Hopper went to SEIA in the end, joining the solar trade group on Jan. 17 as president and CEO (Greenwire, Jan. 9).

In an email to E&E News, Hopper said she abided by all ethics rules as head of a federal agency.

"I take my obligations seriously and filed the appropriate recusals as necessary. I followed all the ethical requirements I was obligated to," Hopper said. "As to my job after the administration, I chose one that worked well for my family and me."

Documents obtained by E&E News under the Freedom of Information Act show that more than a half-dozen of President Obama’s top-level Interior Department appointees drew interest from corporations, law firms and trade associations. Those talks led the officials to recuse themselves from policy decisions while they still served in the federal government.

The records show that several of those appointees began job negotiations with future employers months before Obama and they left office. Several landed at high-powered firms, where their Interior Department experiences could prove invaluable.

Larry Latourette, president of Veritas Lex LLC, a head-hunting firm for law and lobby shops, said it is smart as well as typical for such high-level officials to negotiate with more than one future employer.

"If I’m looking for a job, I don’t want to be dependent on one source. Because if that falls through, I want to have several alternatives," Latourette said. "In a job search, it behooves everyone to have several irons in the fire."

Extended negotiations also are fairly common.

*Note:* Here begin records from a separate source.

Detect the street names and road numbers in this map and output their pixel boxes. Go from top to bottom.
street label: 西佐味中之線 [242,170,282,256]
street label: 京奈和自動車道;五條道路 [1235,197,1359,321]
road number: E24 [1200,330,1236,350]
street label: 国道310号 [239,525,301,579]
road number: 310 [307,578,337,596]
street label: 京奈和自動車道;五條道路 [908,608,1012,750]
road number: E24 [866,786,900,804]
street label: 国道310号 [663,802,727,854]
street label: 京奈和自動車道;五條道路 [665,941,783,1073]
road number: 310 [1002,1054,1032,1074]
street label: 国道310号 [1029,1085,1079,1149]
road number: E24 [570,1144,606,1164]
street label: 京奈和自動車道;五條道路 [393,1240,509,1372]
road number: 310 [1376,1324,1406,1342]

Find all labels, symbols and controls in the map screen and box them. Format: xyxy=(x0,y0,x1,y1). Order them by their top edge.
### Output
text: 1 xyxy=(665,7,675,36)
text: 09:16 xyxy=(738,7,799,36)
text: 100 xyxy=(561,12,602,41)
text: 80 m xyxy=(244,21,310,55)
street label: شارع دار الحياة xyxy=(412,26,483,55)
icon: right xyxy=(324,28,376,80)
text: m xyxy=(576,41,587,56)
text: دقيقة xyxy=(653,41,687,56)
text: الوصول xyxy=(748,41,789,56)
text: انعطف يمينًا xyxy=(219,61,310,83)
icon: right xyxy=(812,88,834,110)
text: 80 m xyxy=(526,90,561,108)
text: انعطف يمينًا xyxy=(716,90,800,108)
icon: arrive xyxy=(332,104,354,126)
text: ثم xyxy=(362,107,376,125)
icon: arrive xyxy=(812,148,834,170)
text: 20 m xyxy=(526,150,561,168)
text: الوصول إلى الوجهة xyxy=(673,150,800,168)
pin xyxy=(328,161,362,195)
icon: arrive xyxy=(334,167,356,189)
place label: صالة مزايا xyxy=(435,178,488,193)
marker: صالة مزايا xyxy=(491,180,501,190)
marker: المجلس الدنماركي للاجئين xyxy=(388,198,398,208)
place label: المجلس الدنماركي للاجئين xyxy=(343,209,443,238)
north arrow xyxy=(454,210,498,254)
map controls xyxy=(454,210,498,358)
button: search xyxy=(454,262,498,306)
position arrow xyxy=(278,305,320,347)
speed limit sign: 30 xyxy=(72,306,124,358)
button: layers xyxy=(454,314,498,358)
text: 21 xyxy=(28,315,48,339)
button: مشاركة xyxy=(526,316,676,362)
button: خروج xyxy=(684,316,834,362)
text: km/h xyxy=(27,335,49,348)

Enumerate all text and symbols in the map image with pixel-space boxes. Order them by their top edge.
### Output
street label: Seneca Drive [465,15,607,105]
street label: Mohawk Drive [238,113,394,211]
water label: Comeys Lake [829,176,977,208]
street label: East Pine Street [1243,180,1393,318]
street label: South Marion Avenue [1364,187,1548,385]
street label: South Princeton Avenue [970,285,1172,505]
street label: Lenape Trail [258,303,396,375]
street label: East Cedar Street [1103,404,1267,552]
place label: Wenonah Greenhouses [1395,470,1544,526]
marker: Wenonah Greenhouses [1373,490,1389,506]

"Law firms, even if they are at an accelerated pace, can take at least four months. There are conflicts to sort out, meetings to be had, questionnaires to fill out," Latourette said. "I have had things go on for a year."

Scott Amey, general counsel for the Project on Government Oversight, offered a more critical assessment, saying in an email that "the revolving door has become such an accepted activity in recent years that it is frequently difficult to determine where the government stops and the private sector begins."

Beaudreau, Ashe

At least three officials had begun talks with future employers by May 2016.

Tommy Beaudreau, then Interior’s chief of staff under Secretary Sally Jewell, had entered into job negotiations with a top-tier law firm, Latham & Watkins LLP, according to a recusal statement filed that May. A few months later in August 2016, Beaudreau gave notice that he was also talking to Wilmer Cutler Pickering Hale and Dorr LLP.

Latham eventually hired Beaudreau, who spent more than six years at Interior, including as the first director of BOEM. He ended up at the firm with a slate of other former Obama administration officials days after the 44th president left office this January.

Julian Ha, a partner at executive search firm Heidrick & Struggles, said he could see the value in hiring Beaudreau.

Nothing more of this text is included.